Exxaro expecting slight increase in production, sales for 2022
Friday, December 2nd, 2022
Diversified company Exxaro Resources expects its coal production – excluding buy-ins – to increase by 3% and its sales volumes by 1% for the 2022 financial year ending December 31, despite logistical constraints throughout the year and the disposal of the Exxaro Coal Central operations on September 3, 2021.
“The impact of the Russia-Ukraine war and renewed Covid-19 infections and lockdowns, mostly in China . . . further disrupted supply chains, fuelled inflation, significantly increased energy cost[s] and slowed economic growth.
“As a result, commodity markets were mixed and volatile throughout the period under review,” Exxaro FD Riaan Koppeschaar said in a preclose statement issued on December 1.
He said that, after a strong finish to 2021, the global economic expansion lost momentum during 2022. A 5.8% growth rate in 2021 decreased to 2.8% in 2022, with financial market conditions deteriorating during the second half of the year, presenting the emerging risk of a global economic recession.
During this year, Exxaro’s supply into global thermal coal markets was influenced by the Indonesian government’s temporary ban on exports, inclement weather conditions, rail challenges in South Africa and labour issues in Australia.
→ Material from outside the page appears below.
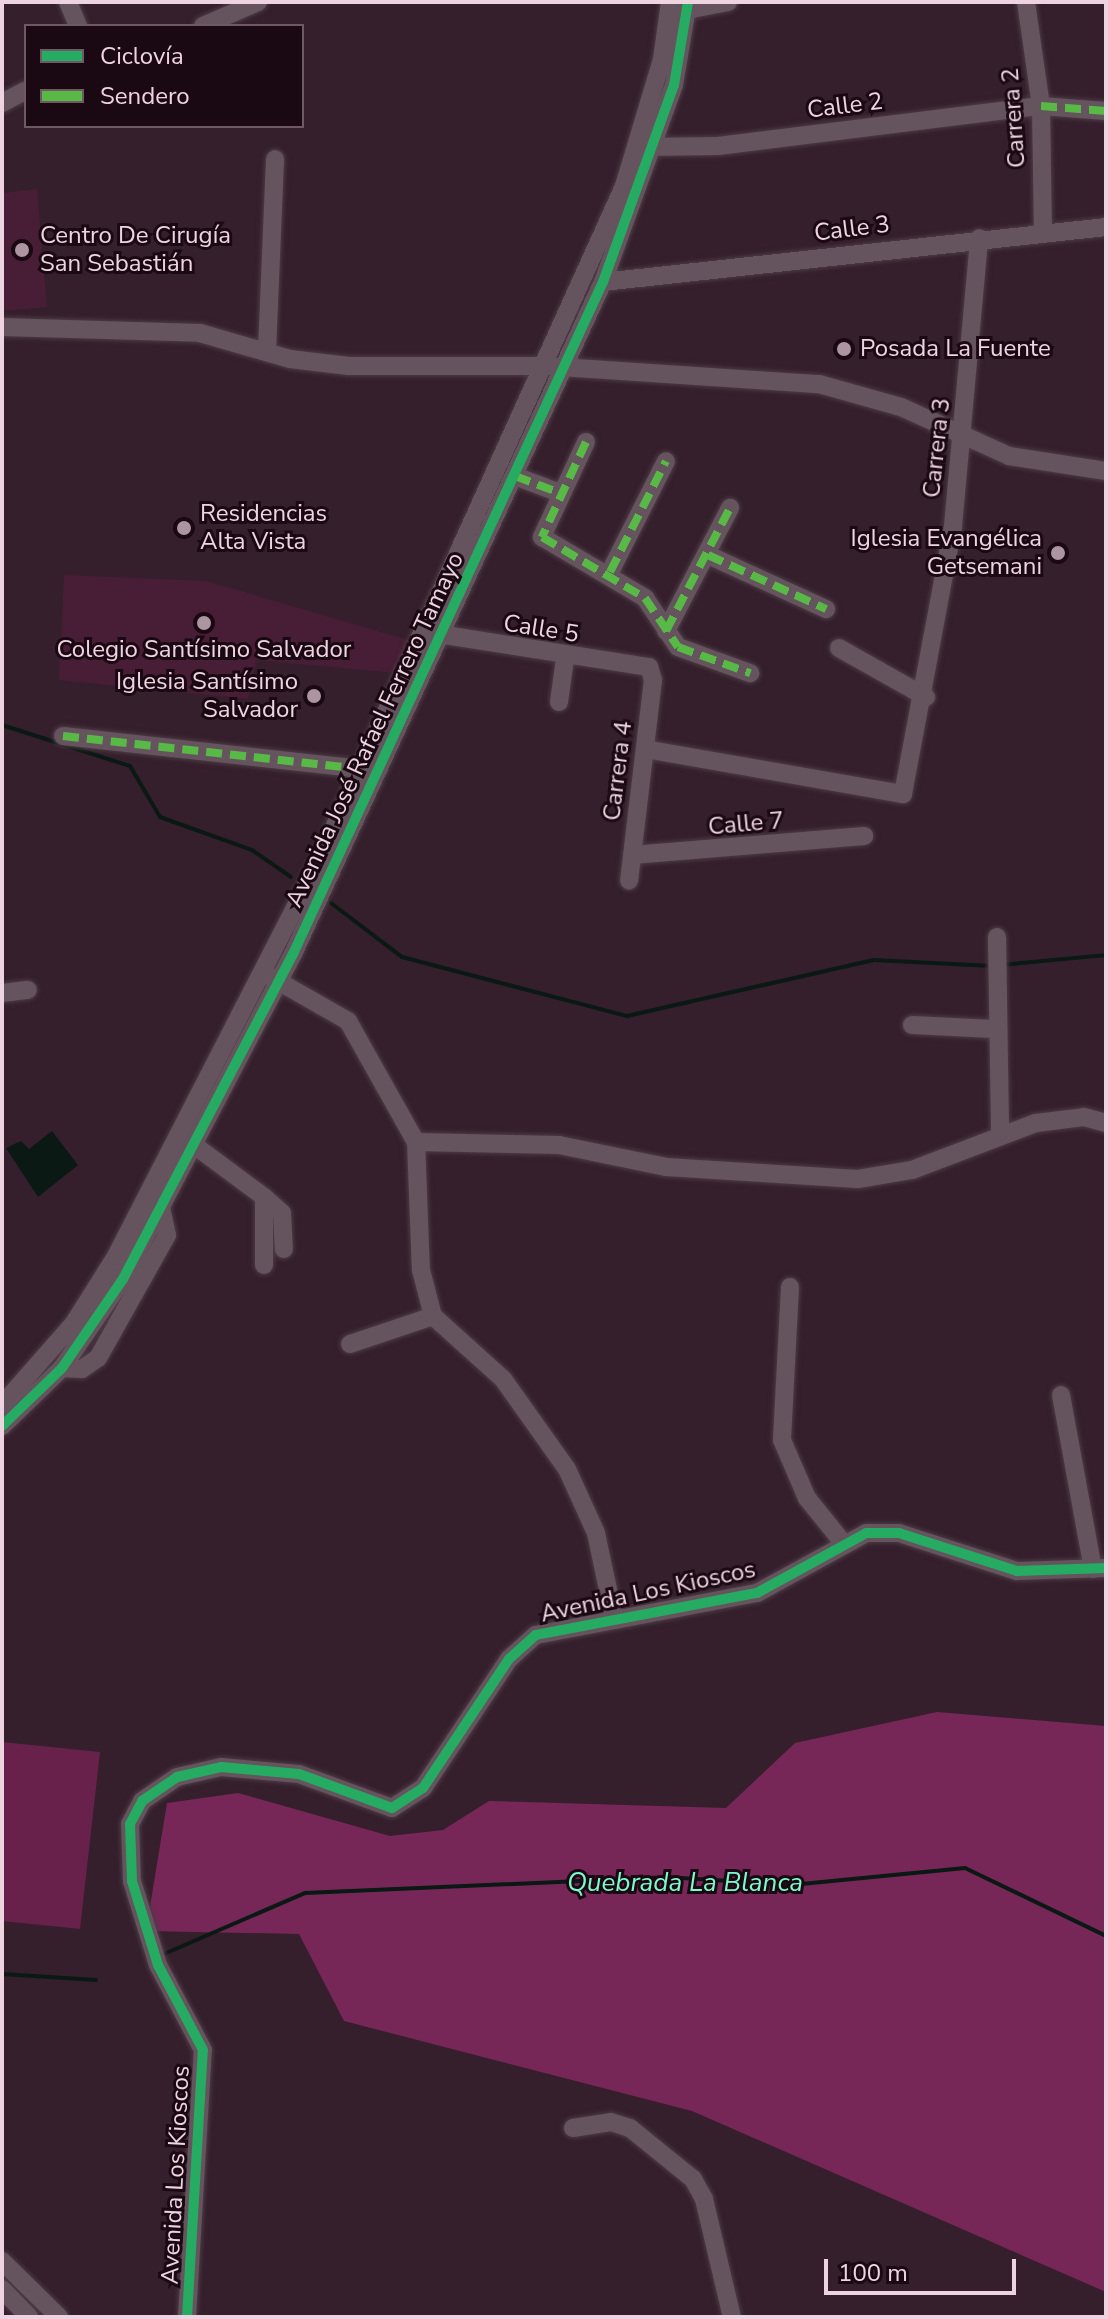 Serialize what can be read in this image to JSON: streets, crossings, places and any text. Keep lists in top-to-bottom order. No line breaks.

Additionally, the Russia-Ukraine conflict caused uncertainty among global markets as energy insecurity surfaced in Europe, favouring South African seaborne thermal coal trade as international sanctions for Russian coal came into effect.
For most of the year, a tight global gas market supported thermal coal demand and prices. The substantial increase in gas prices, reduction of gas supply from Russia, the implementation of a European Union embargo on Russian coal imports, and the tightness of higher calorific value (CV) coal supply sustained strong pricing of high CV coal throughout the third quarter, Exxaro reported.
However, the company warned that low water levels in Europe’s Rhine river, along with high gas and coal inventories at some of Europe’s power utilities, as well as mild winter temperatures in October and November, have sent coal prices on a downward trajectory since the start of the fourth quarter.
However, Exxaro expected China and India’s imported coal demand to pick up in the fourth quarter, while ample Indonesian supply and increased supply of discounted Russian coal will keep low-energy coal prices under pressure.
Meanwhile, domestic demand for Exxaro’s high CV coal remained stable, with the company expecting this segment to continue performing well.
As a result of ongoing constraints in terms of rail logistics, Exxaro said that it was selling export coal in the domestic market to exporters that had access to export capacity, while also turning to trucking and exporting coal through alternative ports.